Decidí hacer
durante veinticuatro horas lo que mis ganas quisieran. Crucé a la plaza de mi
infancia, la única con hamacas de madera salada y cadenas largas. Tomé envión y
cuando me iba a preguntar el después, aparece él, que me empuja lejos, lo
reconocí porque su impronta en mi espalda permaneció.
—Es tan grato
verte…
Lo informé: —Hoy
es mi día de silencio, pido que lo respetes.
Los años
acotaron su imprudencia y no habló más. Me seguía él y yo esperaba. Fuimos al
bosque de antes, los alcanforeros habían crecido tanto, que dieron ganas de
zambullirse, fue mutuo, me rozó la frente con su mano derecha. Reprodujimos
nuestro primer encuentro, él era célibe y yo mentí mi virginidad.
Estuvimos al
borde del amor, tan parecido al sexo. Dejamos doce veces que nuestros cuerpos
hicieran cabriolas memorables. Cuando el campanario dio las cinco, partí con un
beso rasante. Él, siguió con la cabeza entre sus piernas flexionadas. Me toqué
el hombro y tenía gotas saladas. Eran de él, cómo me hubiera gustado volcarlas
en un frasquito, para siempre.
Llegué corriendo
y vi a mis hijos subir al auto de su padre.
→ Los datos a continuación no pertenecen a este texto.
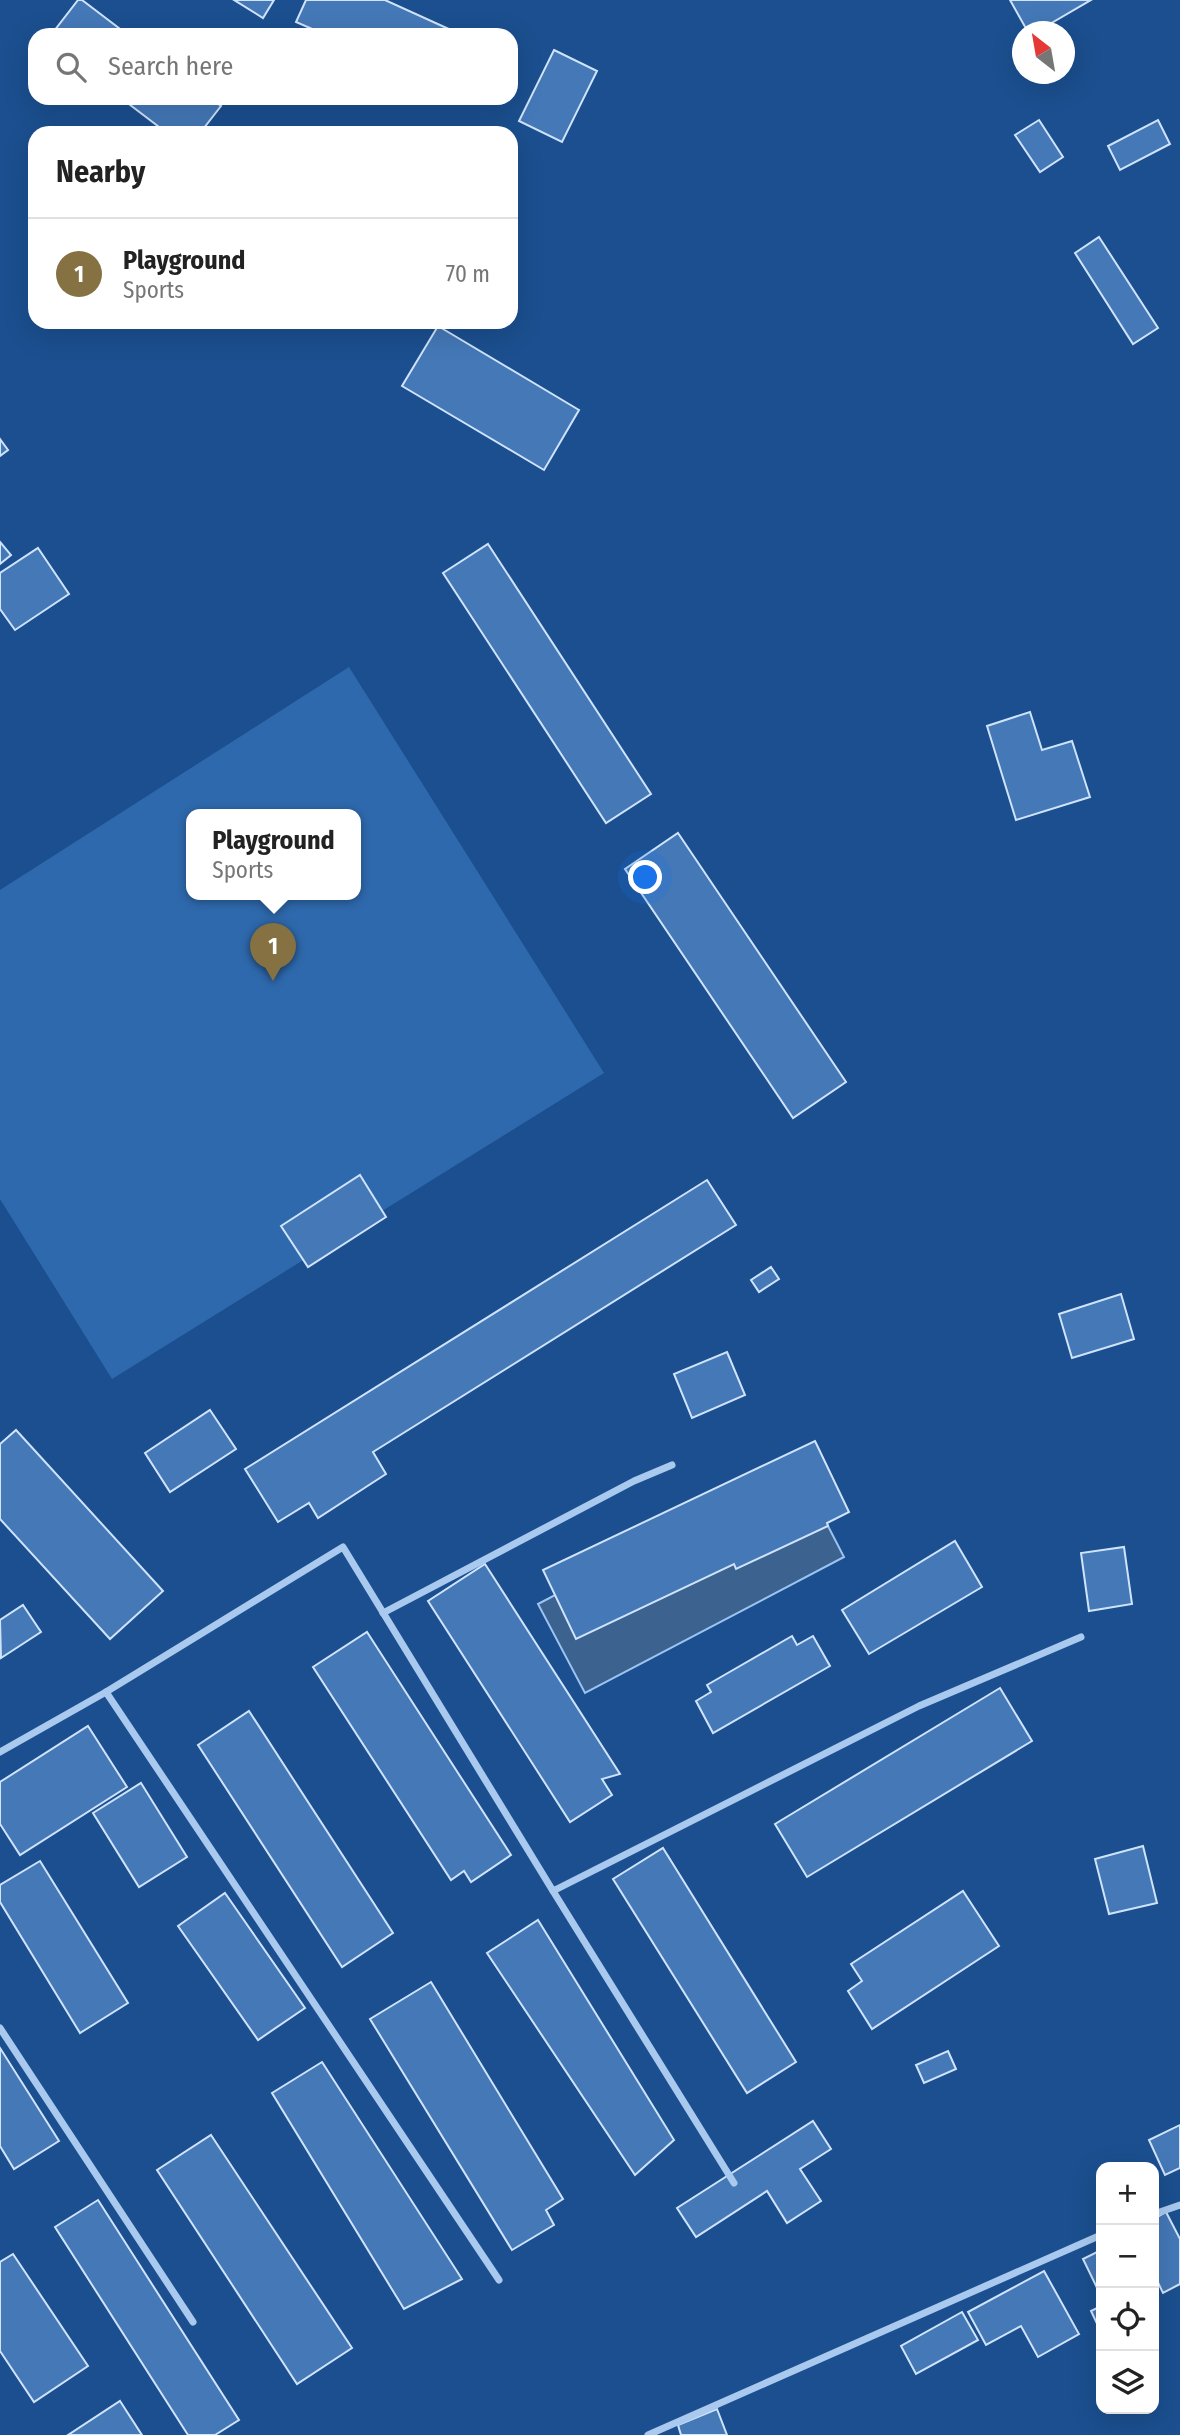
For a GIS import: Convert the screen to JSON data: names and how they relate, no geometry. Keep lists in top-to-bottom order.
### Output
{
  "north": "top left",
  "page": {
    "search": "Search here",
    "heading": "Nearby",
    "list": [
      {
        "mark": "1",
        "name": "Playground",
        "note": "Sports",
        "value": "70 m"
      }
    ],
    "popup": ["Playground", "Sports"],
    "pins": "1",
    "map_buttons": ["+", "−"]
  }
}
No terminaba el día. Entré al Bar
sin ochava y tomé tres copitas de Grapa Valle Viejo. Mientras el alrededor se
borraba, traté de recordar el nombre, la dirección, el celular, en qué lugar
nos conocimos.
…Un paisano dijo:
—“Son las doce y sereno”, ja ja. -Me miraba y se reía-.
Volví caminando
ondulado. No entré a casa, me derrumbé en el jardín. Escuché una voz lejana:
—Papá!,
Mamá se durmió en el jardín.
Él le respondió:
—Traigan la bolsa de dormir y una almohada. Pidió un día libre, le dije que sí,
siempre adentro, se lo merecía, pobre.
—Sí, todo bien,
Papá. –Dijo Isa, la más grande-. Pero a mí me parece que se fue de mambo.
Pensé que tenía
una hija arpía, como casi todas las mujeres.